PROBLEM DETAILS: Your answer should consist of every line from the records that holds the string "Galilée".

EXTRACTED ENTRIES:

◇ ◇ ◇

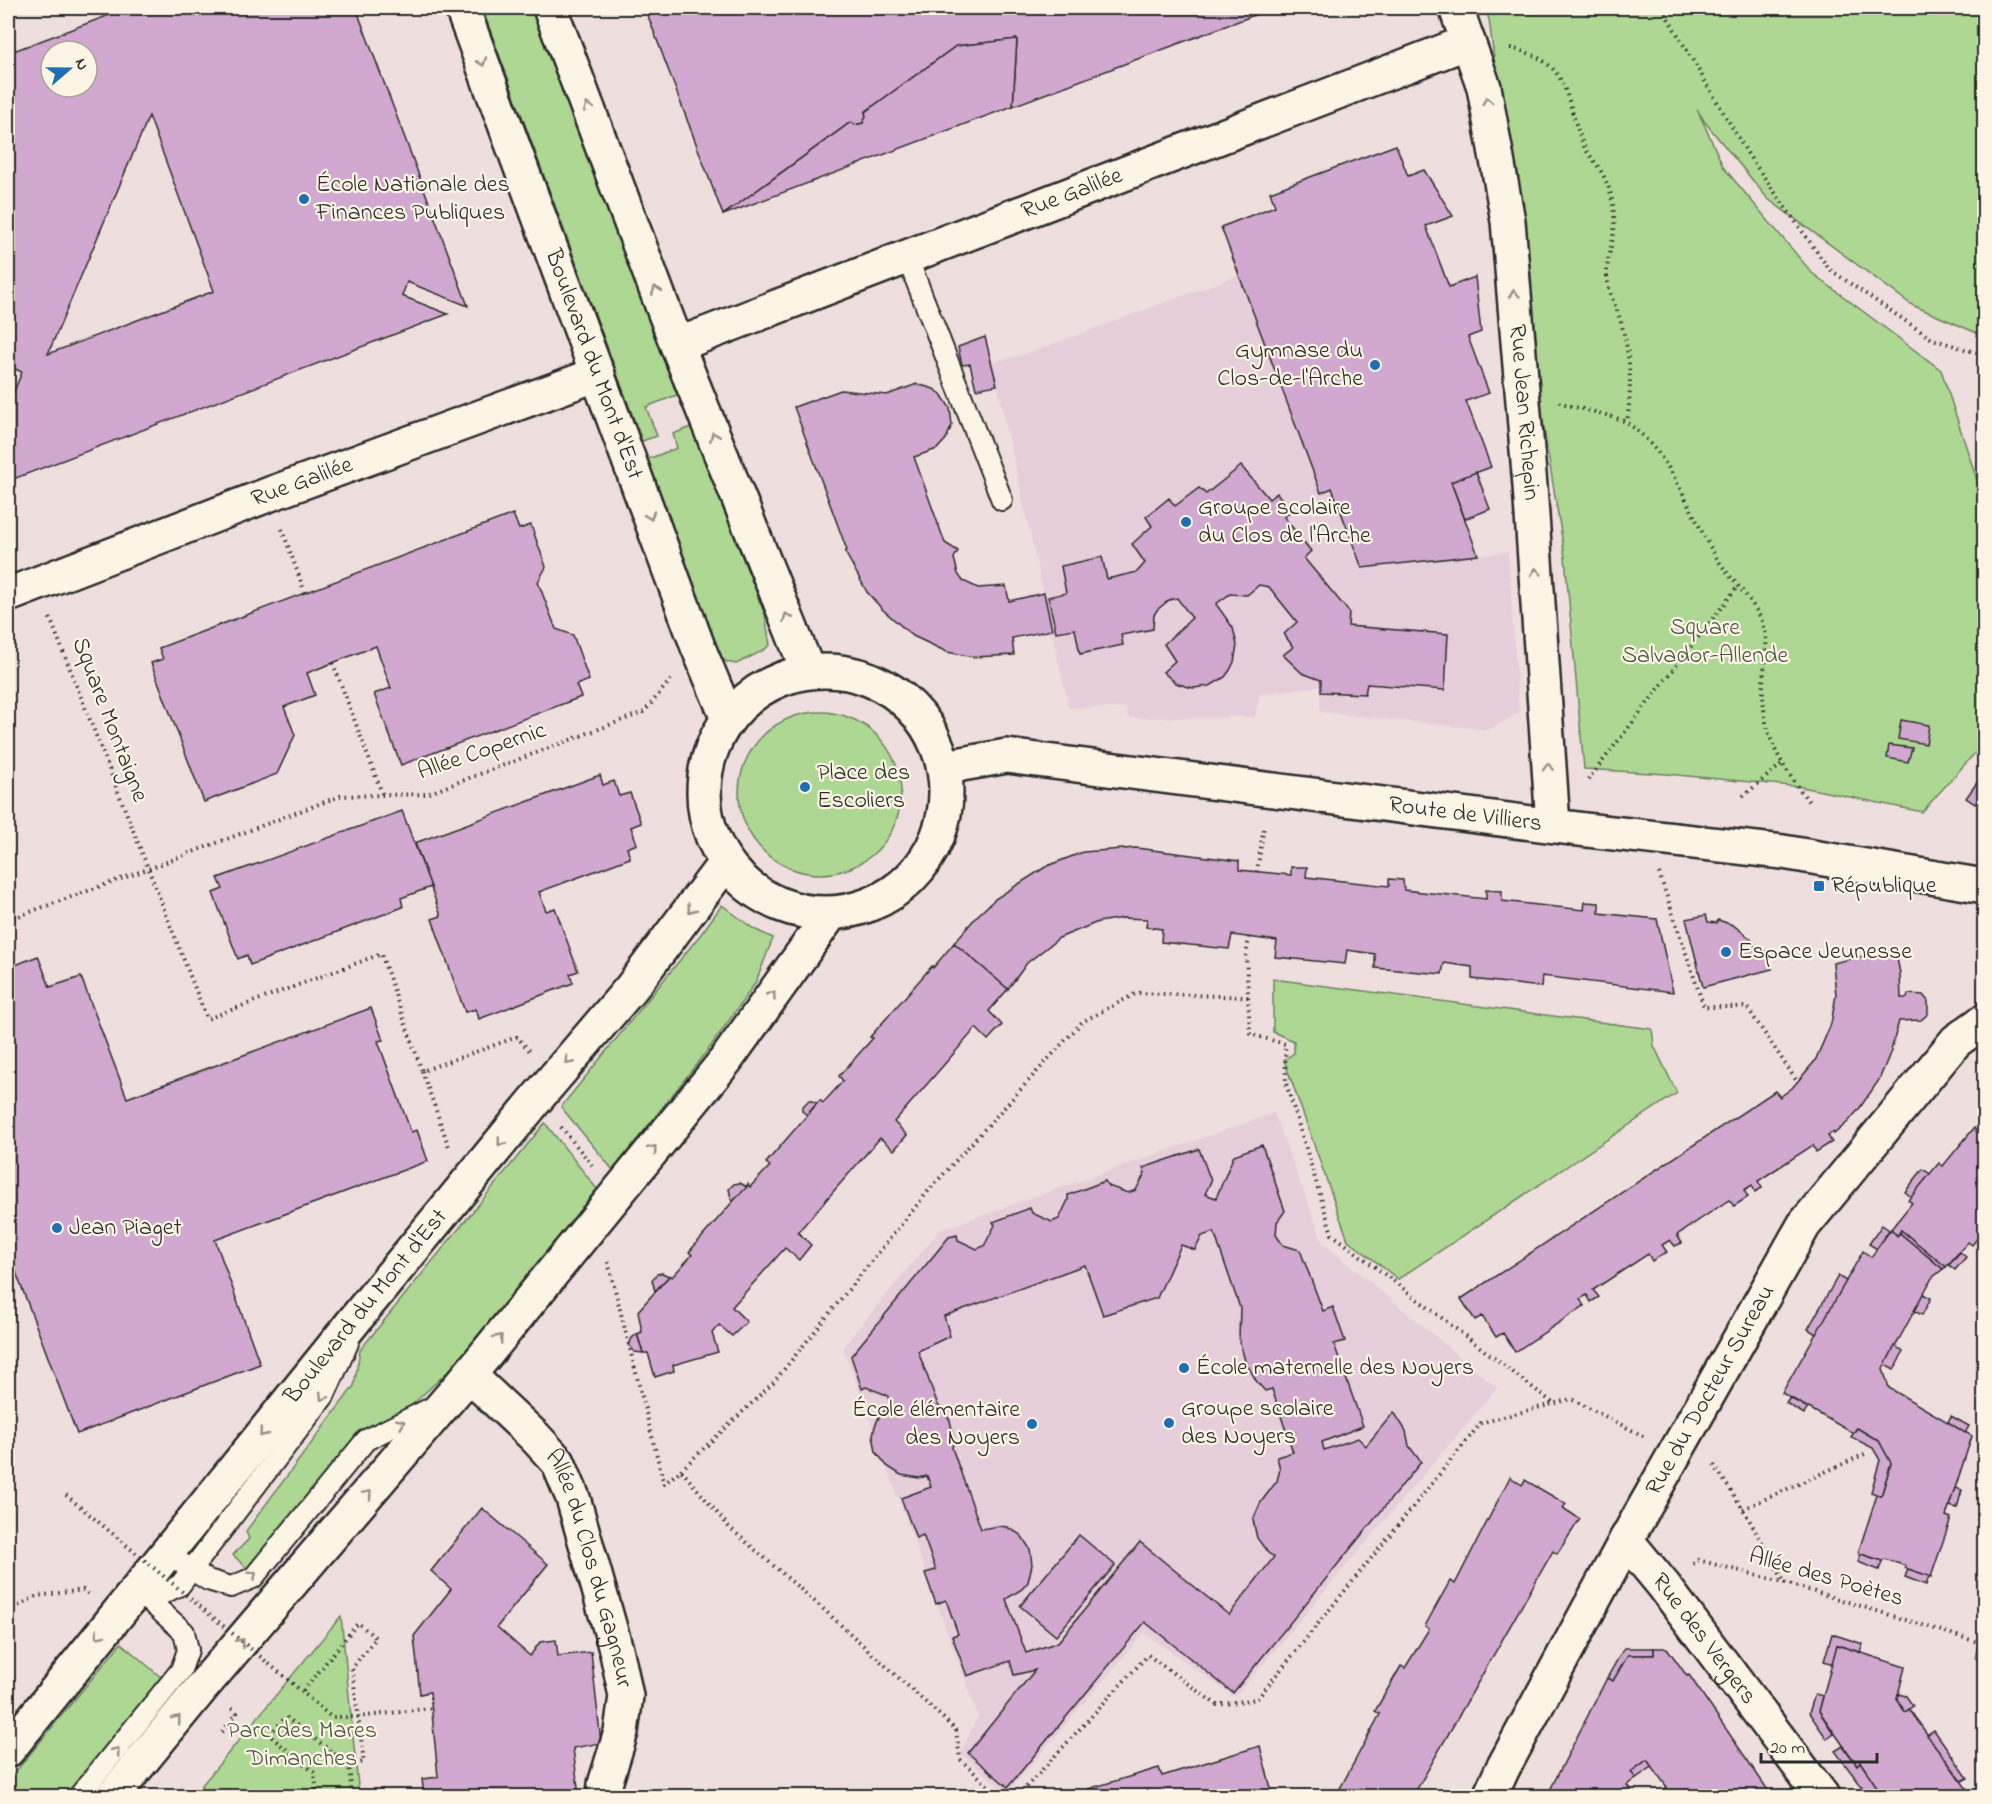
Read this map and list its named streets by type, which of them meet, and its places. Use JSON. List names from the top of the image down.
{
  "streets": {
    "street": [
      "Rue Galilée",
      "Boulevard du Mont d'Est",
      "Rue Jean Richepin",
      "Route de Villiers",
      "Rue du Docteur Sureau",
      "Allée du Clos du Gagneur",
      "Rue des Vergers"
    ],
    "path": ["Square Montaigne", "Allée Copernic", "Allée des Poètes"]
  },
  "crossings": [
    ["Rue Galilée", "Boulevard du Mont d'Est"],
    ["Rue Galilée", "Rue Jean Richepin"],
    ["Rue Galilée", "Square Montaigne"],
    ["Boulevard du Mont d'Est", "Allée Copernic"],
    ["Rue Jean Richepin", "Route de Villiers"],
    ["Square Montaigne", "Allée Copernic"],
    ["Rue du Docteur Sureau", "Rue des Vergers"],
    ["Allée des Poètes", "Rue des Vergers"]
  ],
  "one_way": ["Rue Jean Richepin"],
  "parks": ["Square Salvador-Allende", "Parc des Mares Dimanches"],
  "places": {
    "other": [
      "École Nationale des Finances Publiques",
      "Gymnase du Clos-de-l'Arche",
      "Groupe scolaire du Clos de l'Arche",
      "Place des Escoliers",
      "Espace Jeunesse",
      "Jean Piaget",
      "École maternelle des Noyers",
      "Groupe scolaire des Noyers",
      "École élémentaire des Noyers"
    ],
    "transit": ["République"]
  },
  "scale_bar": "20 m",
  "north": "right"
}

◇ ◇ ◇

SOLUTION:
      "Rue Galilée",
    ["Rue Galilée", "Boulevard du Mont d'Est"],
    ["Rue Galilée", "Rue Jean Richepin"],
    ["Rue Galilée", "Square Montaigne"],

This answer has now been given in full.